### Problem details
Go through the lines below and copy any that hold the string "paint".

### Information provided
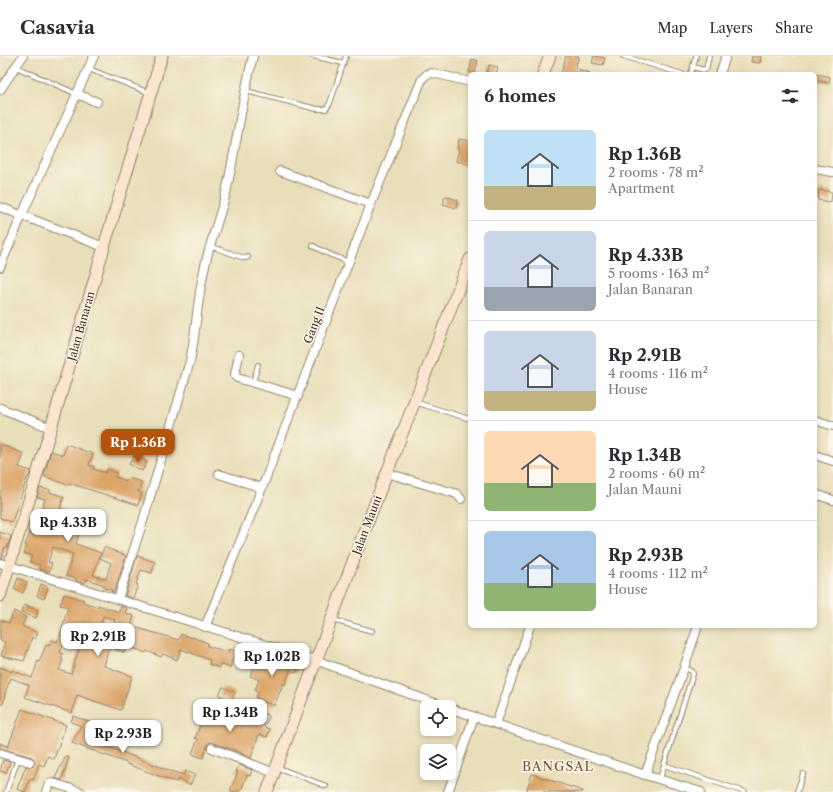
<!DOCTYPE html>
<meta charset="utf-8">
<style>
body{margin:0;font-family:"Libre Caslon Text",serif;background:#f2f2f3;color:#2b2b33;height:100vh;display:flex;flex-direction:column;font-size:15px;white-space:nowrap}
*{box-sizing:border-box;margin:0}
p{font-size:13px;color:#7c7c81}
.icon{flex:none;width:22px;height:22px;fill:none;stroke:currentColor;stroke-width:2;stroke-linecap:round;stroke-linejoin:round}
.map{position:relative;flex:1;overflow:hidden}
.drawer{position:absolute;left:468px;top:16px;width:349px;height:556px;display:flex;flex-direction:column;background:#fff;border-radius:6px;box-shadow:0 2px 6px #0003}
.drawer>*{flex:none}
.tools{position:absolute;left:420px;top:644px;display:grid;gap:8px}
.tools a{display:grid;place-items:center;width:36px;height:36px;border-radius:6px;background:#fff;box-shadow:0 2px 6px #0003;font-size:20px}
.price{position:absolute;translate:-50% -34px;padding:0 9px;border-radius:8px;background:#fff;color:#222;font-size:13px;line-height:26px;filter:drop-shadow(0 1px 2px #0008)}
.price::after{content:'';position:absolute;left:50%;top:24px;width:12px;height:9px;margin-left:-6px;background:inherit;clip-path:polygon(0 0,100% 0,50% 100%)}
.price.on{background:#b45309;color:#fff}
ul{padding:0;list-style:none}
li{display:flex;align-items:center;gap:12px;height:100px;padding:0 16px}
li+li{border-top:1px solid #e1e1e2}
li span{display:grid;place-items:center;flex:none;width:112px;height:80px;border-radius:6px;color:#555}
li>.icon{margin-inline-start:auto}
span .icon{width:48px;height:48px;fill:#fffc;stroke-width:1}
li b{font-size:17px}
h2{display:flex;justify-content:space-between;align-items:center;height:48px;padding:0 16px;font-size:17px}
header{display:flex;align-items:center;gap:24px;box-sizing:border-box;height:56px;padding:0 20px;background:#fff;border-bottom:1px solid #e1e1e2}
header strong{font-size:19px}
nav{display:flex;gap:22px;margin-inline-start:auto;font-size:14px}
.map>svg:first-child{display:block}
.building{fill:#dba56a;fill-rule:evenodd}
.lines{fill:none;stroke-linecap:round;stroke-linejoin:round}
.lane-casing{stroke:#92846c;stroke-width:6}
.street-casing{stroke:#92846c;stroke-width:10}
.secondary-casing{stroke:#92846c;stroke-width:13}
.lane{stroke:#fff;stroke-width:4}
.street{stroke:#fff;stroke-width:8}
.secondary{stroke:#fce5cf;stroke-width:11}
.labels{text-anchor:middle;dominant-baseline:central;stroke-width:3;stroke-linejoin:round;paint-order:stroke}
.street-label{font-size:11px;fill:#3b2a1e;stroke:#fcf5e5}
.quarter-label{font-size:13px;letter-spacing:1px;fill:#735539;stroke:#fcf5e5}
</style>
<header>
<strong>Casavia</strong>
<nav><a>Map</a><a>Layers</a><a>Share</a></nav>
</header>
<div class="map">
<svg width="833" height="736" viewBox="0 0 833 736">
<rect width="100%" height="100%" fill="#fcf5e5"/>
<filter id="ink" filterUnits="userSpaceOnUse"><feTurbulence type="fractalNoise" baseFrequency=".025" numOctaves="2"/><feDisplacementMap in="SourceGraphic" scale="8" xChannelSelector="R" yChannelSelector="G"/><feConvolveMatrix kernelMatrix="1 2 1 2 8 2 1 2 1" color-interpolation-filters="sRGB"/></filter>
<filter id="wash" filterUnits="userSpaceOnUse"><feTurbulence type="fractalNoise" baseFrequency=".012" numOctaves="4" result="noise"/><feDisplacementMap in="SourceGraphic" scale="16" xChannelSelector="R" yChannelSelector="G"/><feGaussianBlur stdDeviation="0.9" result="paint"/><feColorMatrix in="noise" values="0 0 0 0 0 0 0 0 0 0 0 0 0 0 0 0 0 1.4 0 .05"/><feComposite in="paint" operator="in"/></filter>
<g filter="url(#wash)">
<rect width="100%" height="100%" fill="#e8deb9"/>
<g id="blocks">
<g class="building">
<path d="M566,0H579L575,12L590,17V18H561Z"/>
<path d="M594,0L605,2L603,9L592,7Z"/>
<path d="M752,0H761L760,7L751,6Z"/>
<path d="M472,3L478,5L475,17L469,16Z"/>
<path d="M489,9L498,11L496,18H487Z"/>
<path d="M818,18L830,21L829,27L816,25Z"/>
<path d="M459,83L470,85V109L456,105L459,93H457Z"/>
<path d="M819,134L832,136L831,146L818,144Z"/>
<path d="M445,140L458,144L456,152L443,148Z"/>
<path d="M0,388L24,398L19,411L31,415L28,422H27L12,466L0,462Z"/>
<path d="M66,388L93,398L89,409L94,411L93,413L106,417L107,413L117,417L115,421L127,425L128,422L142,426L138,436L142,437L138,449L69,427L68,429L44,420L51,395L63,399Z"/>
<path d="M134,399L147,406L142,415L129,408Z"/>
<path d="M40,432L50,434V436L64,441L60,452L82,459L78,470L81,471L76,488L101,497L93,519L106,523L111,507L100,502L104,491L126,500L114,536H111L112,534L104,532V529L87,523L85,527L76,525L77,523L66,520L73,498L53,491L48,506L52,507L49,516L39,513L40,509L30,506L32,500L24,497L27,490L25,489L30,477H29L31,468H29L33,456L37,457L41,456L45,443L37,441Z"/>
<path d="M0,476L11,480L7,492L5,491L2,502H0Z"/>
<path d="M137,500L155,506L152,517L141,514L136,528L138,529L133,542L125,540Z"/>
<path d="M18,522L27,526L23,537L14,533Z"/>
<path d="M41,528L48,531L44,543L37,540Z"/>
<path d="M64,538L84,544L83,546L98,551V549L119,556L121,550L127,552L125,557L134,560L131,570L179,584L181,578L192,582V581L208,587L207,590L228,596L229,593L235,595L230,612L220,608L219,612L209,608L210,604L181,593L177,604L163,598L161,601L147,595L145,597L139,594L126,591L124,596L109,591L104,610L132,620L121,654L77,639L72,657L25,641L29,629L11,622L6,634L3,648H0V611L12,616V614L32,622L38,605L39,606L46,589L49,590L51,584L57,586L60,580L68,551L60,549ZM103,560L115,564L109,585L97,580ZM74,569L88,575L79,593L71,618L59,614L63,604L61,603L63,598L60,596L69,576L72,577Z"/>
<path d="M24,549L38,554L36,562L21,556Z"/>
<path d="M14,555L26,561L22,570L38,577L35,583L32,581L24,605L1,600L5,586L0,584V564L9,567Z"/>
<path d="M260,598L268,602L270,599L287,607L289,604L300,609L296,617L290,614L285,629L283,628L274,650L256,642L258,636L255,634L259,624L250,620Z"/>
<path d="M223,631L235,636L231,645L219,639Z"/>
<path d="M207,652L220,657V658L250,667L255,654L269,660L264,671L270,673L267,681L259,678L251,702L242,698V697L214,687L209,686V688L208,687L203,702L192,698L198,683L195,682Z"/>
<path d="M22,653L66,669L54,703L48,700L44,710L39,708L33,724L30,723L25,736L17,733L26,710L31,711L33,710L35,707L34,703L32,701L0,692V687L8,691Z"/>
<path d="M73,660L95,668L89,685L122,696L170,715L184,719L185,715L195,719L190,729L178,723L177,726L167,723L127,708V707L72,687L81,670L71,666Z"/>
<path d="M66,700L69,702L62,724L55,722Z"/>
<path d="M3,704L10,706L6,717L0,715Z"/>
<path d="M239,709L252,714L250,720L247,719L241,735L231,736V732L238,716H236Z"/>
<path d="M532,718L583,735V736H526Z"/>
</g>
</g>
</g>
<g filter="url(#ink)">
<use href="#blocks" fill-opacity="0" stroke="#92846c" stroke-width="1"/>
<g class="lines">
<g class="lane-casing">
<g id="lane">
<path d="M313,0L343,7"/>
<path d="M623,0L682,18"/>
<path d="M16,11L77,38"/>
<path d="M693,11L704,14L706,13L709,0"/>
<path d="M89,13L150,37"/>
<path d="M690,18L691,17L696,0"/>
<path d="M246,35L317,53H326L330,47L346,0"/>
<path d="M210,190L244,202H246L248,201"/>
<path d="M313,190L331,199L349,206"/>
<path d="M253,326L258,309"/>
<path d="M414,346L470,363"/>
<path d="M333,564L372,575"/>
<path d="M684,612L692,615L693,618L664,709L745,736"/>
<path d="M276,711L326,730"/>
<path d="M660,723L664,709"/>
<path d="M6,736L18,703"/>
<path d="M797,736L803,718"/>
</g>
</g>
<g class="street-casing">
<g id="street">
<path d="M720,18L726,0"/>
<path d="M0,34L23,0"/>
<path d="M77,38L97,46"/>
<path d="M815,113L833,116"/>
<path d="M280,115L371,148"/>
<path d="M0,151L104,191"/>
<path d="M0,211L22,159L94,0"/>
<path d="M239,299L235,318V320L237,322L298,340"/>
<path d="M0,352L51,372"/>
<path d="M815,364L833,370"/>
<path d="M815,399L833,405"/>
<path d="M387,417L454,437L457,438L461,443"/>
<path d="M219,418L262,432"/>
<path d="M815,438L833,444"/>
<path d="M0,507L315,604L446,651"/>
<path d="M118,543L143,465L190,305C196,277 197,247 203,219C208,191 219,164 226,137C236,91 242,45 253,0"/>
<path d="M205,571L262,432L371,148L422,23L427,18L433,17L470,26"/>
<path d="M449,652L645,719L701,736"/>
<path d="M496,668L530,570"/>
<path d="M212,692L274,717"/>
<path d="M0,697L30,706"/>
<path d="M645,719L684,612L698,570"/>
<path d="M46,736L49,728L53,727L81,736"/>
<path d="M448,736L474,661"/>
</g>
</g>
<g class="secondary-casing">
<g id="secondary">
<path d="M543,18L550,0"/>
<path d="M0,540L51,372L104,191L162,0"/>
<path d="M267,736L367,468L470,203"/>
</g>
</g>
<use href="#lane" class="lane"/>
<use href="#street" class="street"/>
<use href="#secondary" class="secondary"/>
</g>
</g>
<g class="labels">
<g class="street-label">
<text transform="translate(314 269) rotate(-69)">Gang II</text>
<text transform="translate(81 270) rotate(-74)">Jalan Banaran</text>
<text transform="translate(367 469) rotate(-69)">Jalan Mauni</text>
</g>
<g class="quarter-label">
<text x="558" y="710">BANGSAL</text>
</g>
</g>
</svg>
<div class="tools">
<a><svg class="icon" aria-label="locate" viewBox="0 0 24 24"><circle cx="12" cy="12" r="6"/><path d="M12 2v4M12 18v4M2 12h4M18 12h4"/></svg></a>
<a><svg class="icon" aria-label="layers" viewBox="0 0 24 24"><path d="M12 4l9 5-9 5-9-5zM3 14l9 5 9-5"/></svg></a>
</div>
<b class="price on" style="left:138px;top:407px">Rp 1.36B</b>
<b class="price" style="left:68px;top:487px">Rp 4.33B</b>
<b class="price" style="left:98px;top:601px">Rp 2.91B</b>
<b class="price" style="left:272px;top:621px">Rp 1.02B</b>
<b class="price" style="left:230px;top:677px">Rp 1.34B</b>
<b class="price" style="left:123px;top:698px">Rp 2.93B</b>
<section class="drawer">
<h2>6 homes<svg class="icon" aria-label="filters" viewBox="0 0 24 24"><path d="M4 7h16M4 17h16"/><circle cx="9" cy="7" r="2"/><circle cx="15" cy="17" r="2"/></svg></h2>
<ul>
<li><span style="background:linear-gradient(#bfe0f5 70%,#c2b280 0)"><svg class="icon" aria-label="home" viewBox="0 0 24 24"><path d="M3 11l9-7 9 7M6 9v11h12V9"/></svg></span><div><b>Rp 1.36B</b><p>2 rooms · 78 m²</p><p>Apartment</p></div></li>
<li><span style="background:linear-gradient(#c9d6e8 70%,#9aa5b1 0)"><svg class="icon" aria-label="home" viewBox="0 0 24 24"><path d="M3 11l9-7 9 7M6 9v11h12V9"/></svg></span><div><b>Rp 4.33B</b><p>5 rooms · 163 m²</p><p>Jalan Banaran</p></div></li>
<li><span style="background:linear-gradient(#c9d6e8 75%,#c2b280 0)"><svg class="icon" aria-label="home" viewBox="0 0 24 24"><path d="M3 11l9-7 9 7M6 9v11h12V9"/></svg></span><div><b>Rp 2.91B</b><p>4 rooms · 116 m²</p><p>House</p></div></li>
<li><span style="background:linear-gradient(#ffd9b3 65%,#8fb573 0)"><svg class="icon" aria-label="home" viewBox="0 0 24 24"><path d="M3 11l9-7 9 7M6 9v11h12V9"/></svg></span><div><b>Rp 1.34B</b><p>2 rooms · 60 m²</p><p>Jalan Mauni</p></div></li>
<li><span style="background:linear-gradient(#a9c7e8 65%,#8fb573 0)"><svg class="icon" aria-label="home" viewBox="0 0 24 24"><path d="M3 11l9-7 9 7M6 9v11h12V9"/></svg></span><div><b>Rp 2.93B</b><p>4 rooms · 112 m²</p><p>House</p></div></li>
</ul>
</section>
</div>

### Task output
.labels{text-anchor:middle;dominant-baseline:central;stroke-width:3;stroke-linejoin:round;paint-order:stroke}
<filter id="wash" filterUnits="userSpaceOnUse"><feTurbulence type="fractalNoise" baseFrequency=".012" numOctaves="4" result="noise"/><feDisplacementMap in="SourceGraphic" scale="16" xChannelSelector="R" yChannelSelector="G"/><feGaussianBlur stdDeviation="0.9" result="paint"/><feColorMatrix in="noise" values="0 0 0 0 0 0 0 0 0 0 0 0 0 0 0 0 0 1.4 0 .05"/><feComposite in="paint" operator="in"/></filter>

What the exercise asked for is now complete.